### Supplied material

┌────────

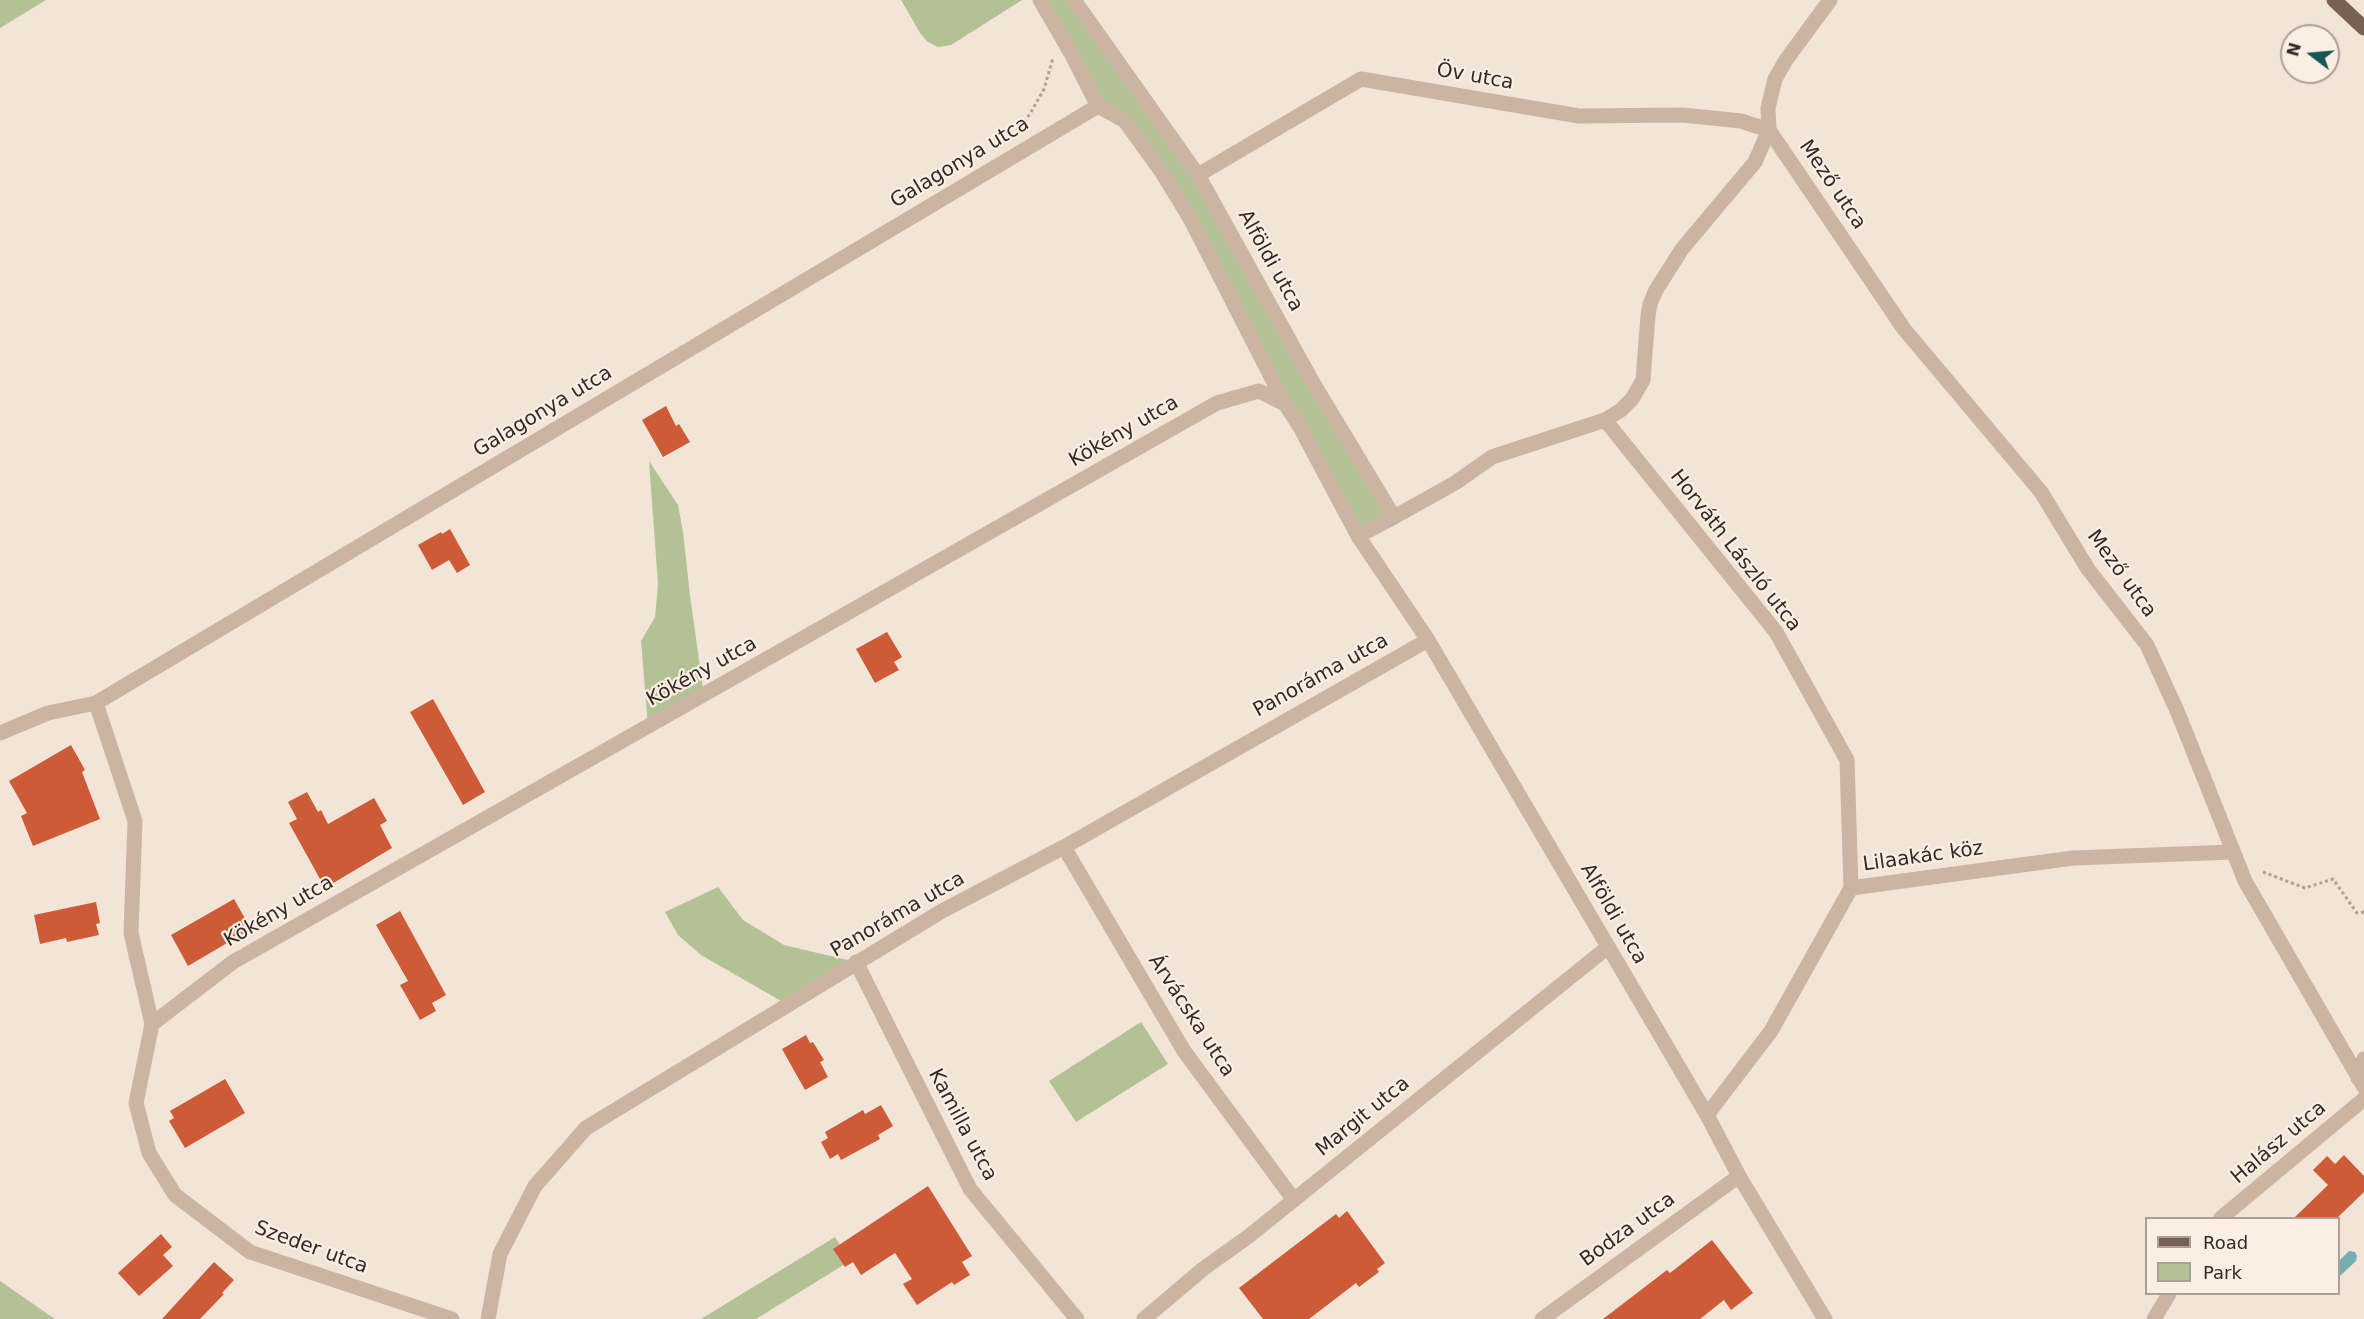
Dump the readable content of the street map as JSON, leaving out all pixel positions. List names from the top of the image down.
{
  "streets": {
    "street": [
      "Öv utca",
      "Galagonya utca",
      "Mező utca",
      "Alföldi utca",
      "Kökény utca",
      "Horváth László utca",
      "Panoráma utca",
      "Lilaakác köz",
      "Árvácska utca",
      "Margit utca",
      "Kamilla utca",
      "Halász utca",
      "Bodza utca",
      "Szeder utca"
    ]
  },
  "crossings": [
    ["Öv utca", "Mező utca"],
    ["Öv utca", "Alföldi utca"],
    ["Galagonya utca", "Alföldi utca"],
    ["Galagonya utca", "Szeder utca"],
    ["Mező utca", "Lilaakác köz"],
    ["Alföldi utca", "Kökény utca"],
    ["Alföldi utca", "Panoráma utca"],
    ["Alföldi utca", "Lilaakác köz"],
    ["Alföldi utca", "Margit utca"],
    ["Alföldi utca", "Bodza utca"],
    ["Kökény utca", "Szeder utca"],
    ["Horváth László utca", "Lilaakác köz"],
    ["Panoráma utca", "Árvácska utca"],
    ["Panoráma utca", "Kamilla utca"],
    ["Árvácska utca", "Margit utca"]
  ],
  "legend": ["Road", "Park"],
  "north": "left"
}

└────────

### Prompt
Output each line above exactly. Skip the images.

### Task result
Dump the readable content of the street map as JSON, leaving out all pixel positions. List names from the top of the image down.
{
  "streets": {
    "street": [
      "Öv utca",
      "Galagonya utca",
      "Mező utca",
      "Alföldi utca",
      "Kökény utca",
      "Horváth László utca",
      "Panoráma utca",
      "Lilaakác köz",
      "Árvácska utca",
      "Margit utca",
      "Kamilla utca",
      "Halász utca",
      "Bodza utca",
      "Szeder utca"
    ]
  },
  "crossings": [
    ["Öv utca", "Mező utca"],
    ["Öv utca", "Alföldi utca"],
    ["Galagonya utca", "Alföldi utca"],
    ["Galagonya utca", "Szeder utca"],
    ["Mező utca", "Lilaakác köz"],
    ["Alföldi utca", "Kökény utca"],
    ["Alföldi utca", "Panoráma utca"],
    ["Alföldi utca", "Lilaakác köz"],
    ["Alföldi utca", "Margit utca"],
    ["Alföldi utca", "Bodza utca"],
    ["Kökény utca", "Szeder utca"],
    ["Horváth László utca", "Lilaakác köz"],
    ["Panoráma utca", "Árvácska utca"],
    ["Panoráma utca", "Kamilla utca"],
    ["Árvácska utca", "Margit utca"]
  ],
  "legend": ["Road", "Park"],
  "north": "left"
}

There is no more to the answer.